━━ Material for the task ━━
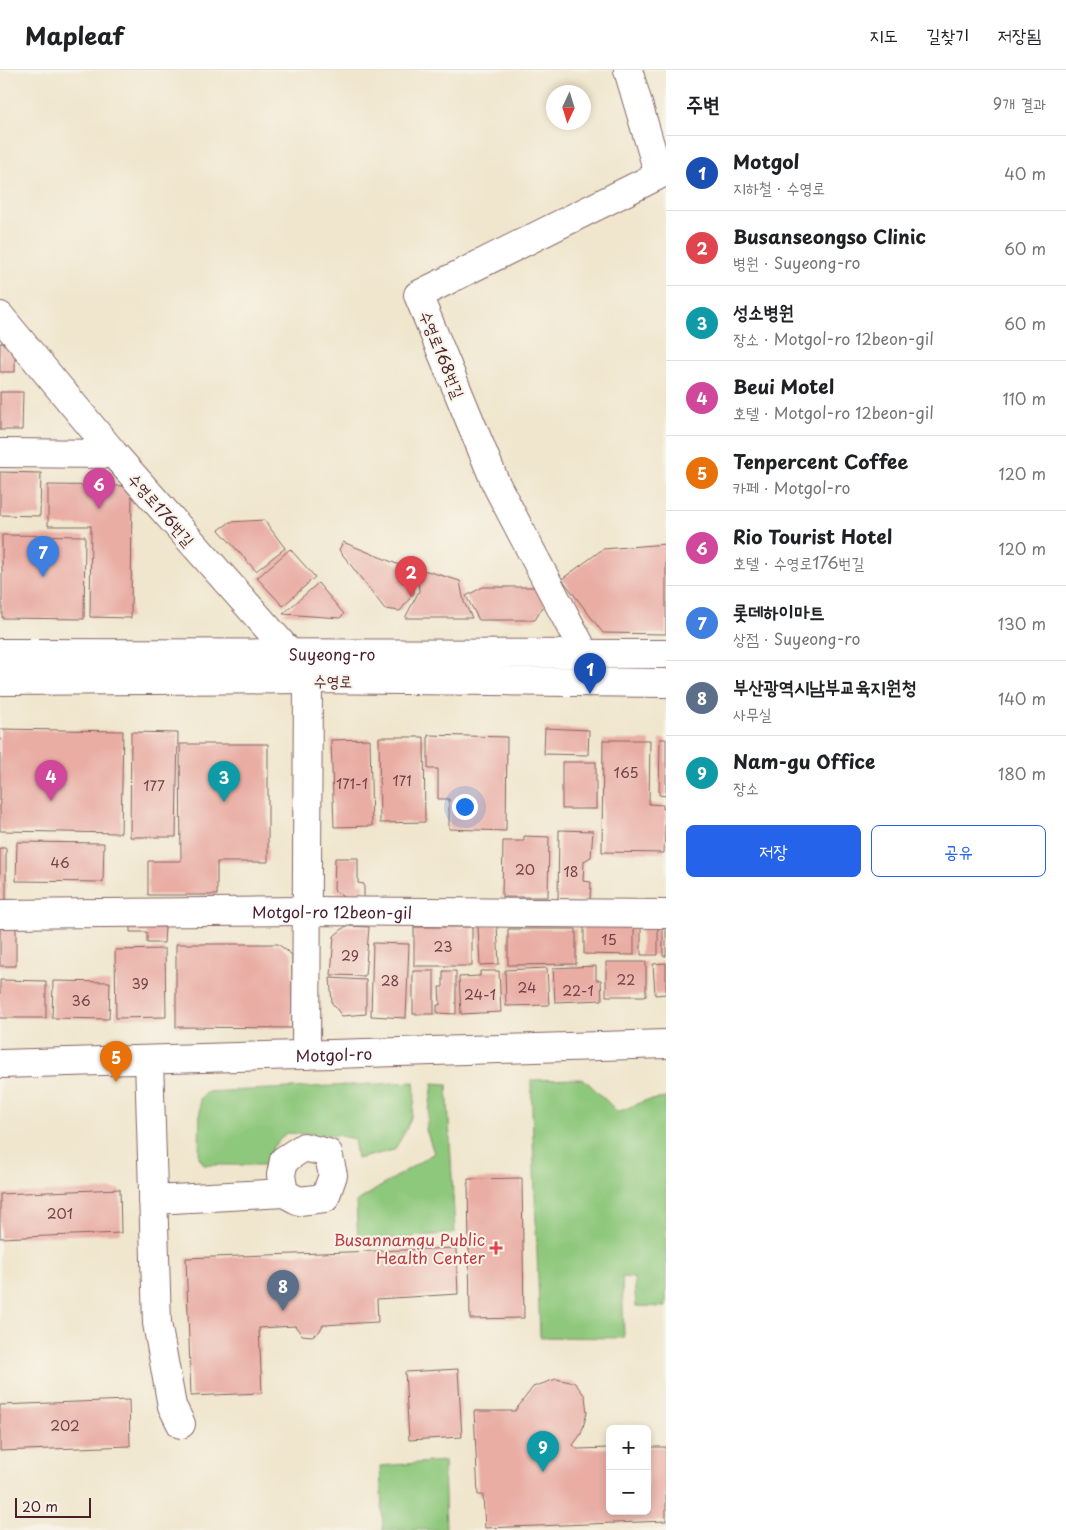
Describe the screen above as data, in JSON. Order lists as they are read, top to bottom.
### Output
{
  "streets": {
    "street": [
      "수영로168번길",
      "수영로176번길",
      "Suyeong-ro",
      "수영로",
      "Motgol-ro 12beon-gil",
      "Motgol-ro"
    ]
  },
  "crossings": [
    ["수영로168번길", "Suyeong-ro"],
    ["수영로176번길", "Suyeong-ro"]
  ],
  "places": {
    "health": ["Busannamgu Public Health Center"]
  },
  "house_numbers": [
    "165",
    "171",
    "171-1",
    "177",
    "46",
    "20",
    "18",
    "15",
    "23",
    "29",
    "22",
    "28",
    "39",
    "24",
    "22-1",
    "24-1",
    "36",
    "201",
    "202"
  ],
  "scale_bar": "20 m",
  "north": "bottom",
  "page": {
    "header": "Mapleaf",
    "nav": ["지도", "길찾기", "저장됨"],
    "heading": ["주변", "9개 결과"],
    "list": [
      {
        "mark": "1",
        "name": "Motgol",
        "note": "지하철 · 수영로",
        "value": "40 m"
      },
      {
        "mark": "2",
        "name": "Busanseongso Clinic",
        "note": "병원 · Suyeong-ro",
        "value": "60 m"
      },
      {
        "mark": "3",
        "name": "성소병원",
        "note": "장소 · Motgol-ro 12beon-gil",
        "value": "60 m"
      },
      {
        "mark": "4",
        "name": "Beui Motel",
        "note": "호텔 · Motgol-ro 12beon-gil",
        "value": "110 m"
      },
      {
        "mark": "5",
        "name": "Tenpercent Coffee",
        "note": "카페 · Motgol-ro",
        "value": "120 m"
      },
      {
        "mark": "6",
        "name": "Rio Tourist Hotel",
        "note": "호텔 · 수영로176번길",
        "value": "120 m"
      },
      {
        "mark": "7",
        "name": "롯데하이마트",
        "note": "상점 · Suyeong-ro",
        "value": "130 m"
      },
      {
        "mark": "8",
        "name": "부산광역시남부교육지원청",
        "note": "사무실",
        "value": "140 m"
      },
      {
        "mark": "9",
        "name": "Nam-gu Office",
        "note": "장소",
        "value": "180 m"
      }
    ],
    "pins": [
      "6",
      "7",
      "2",
      "1",
      "4",
      "3",
      "5",
      "8",
      "9"
    ],
    "buttons": ["저장", "공유"],
    "map_buttons": ["+", "−"],
    "scale": "20 m"
  }
}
━━━
Your instructions — Only one number is wanted: how many lines of the data above include the word "name".

Solution to this task — 9